=== Begin Enclosure ===

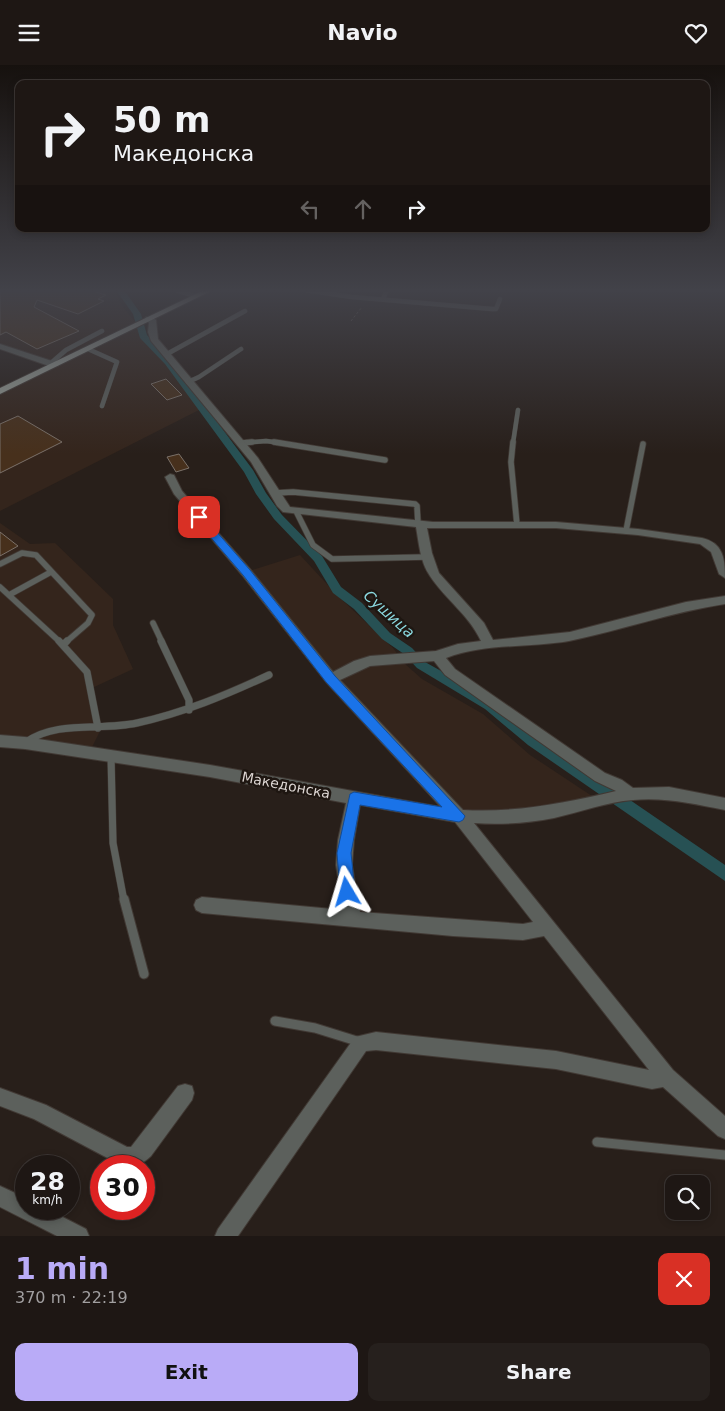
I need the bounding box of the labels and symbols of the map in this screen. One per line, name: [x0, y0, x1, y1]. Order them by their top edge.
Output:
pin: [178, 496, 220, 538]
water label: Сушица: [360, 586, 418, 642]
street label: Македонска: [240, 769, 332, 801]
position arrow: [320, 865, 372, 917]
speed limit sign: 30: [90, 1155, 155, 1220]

=== End Enclosure ===
=== Begin Enclosure ===

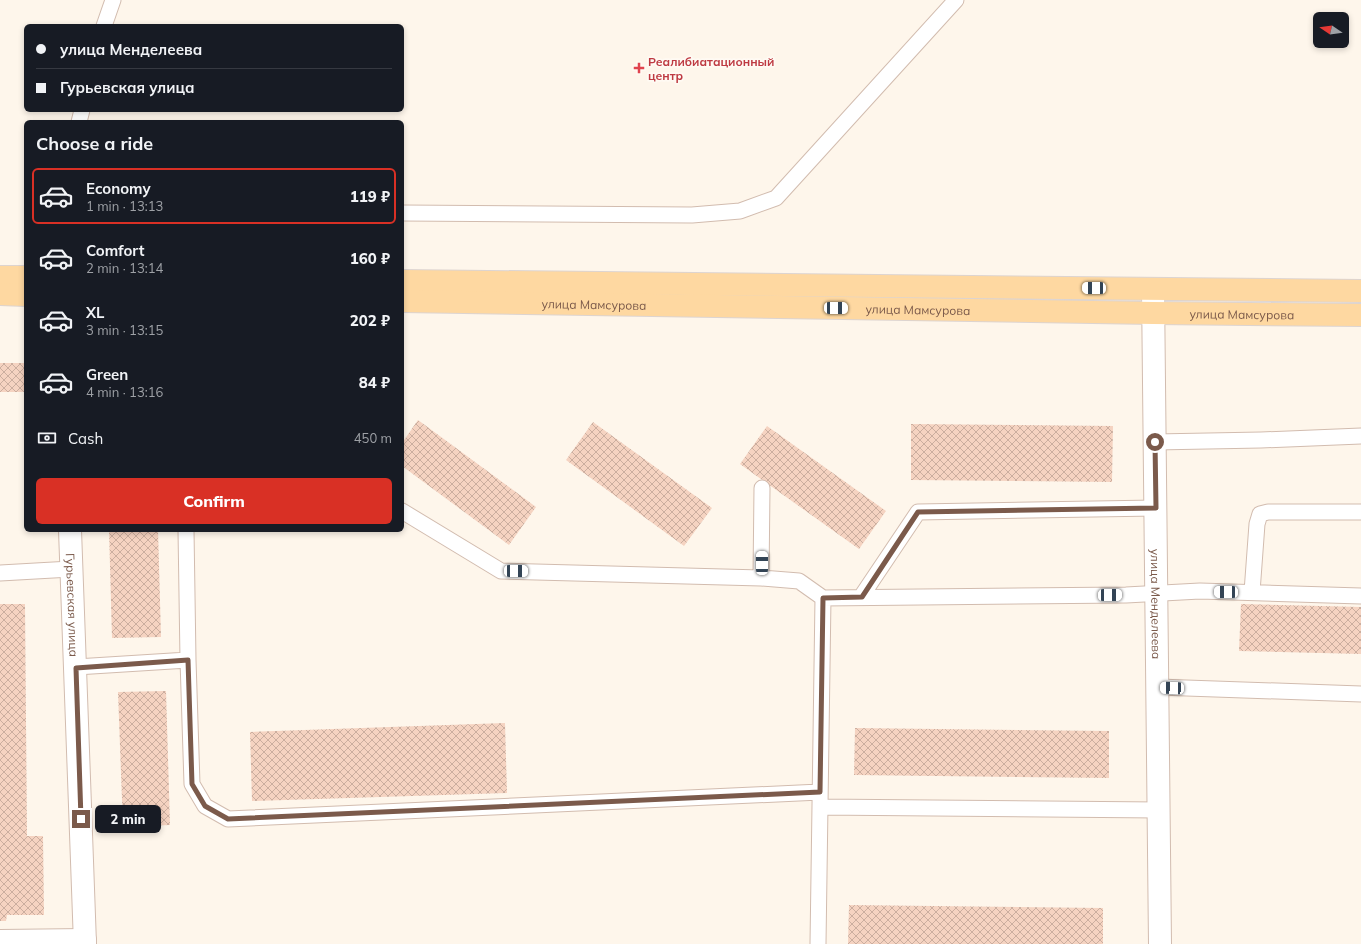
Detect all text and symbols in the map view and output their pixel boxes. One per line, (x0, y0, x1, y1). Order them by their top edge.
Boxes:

=== End Enclosure ===

§ Task goal
Copy every line of the data that holds the string "them".

§ Task response
I need the bounding box of the labels and symbols of the map in this screen. One per line, name: [x0, y0, x1, y1]. Order them by their top edge.
Detect all text and symbols in the map view and output their pixel boxes. One per line, (x0, y0, x1, y1). Order them by their top edge.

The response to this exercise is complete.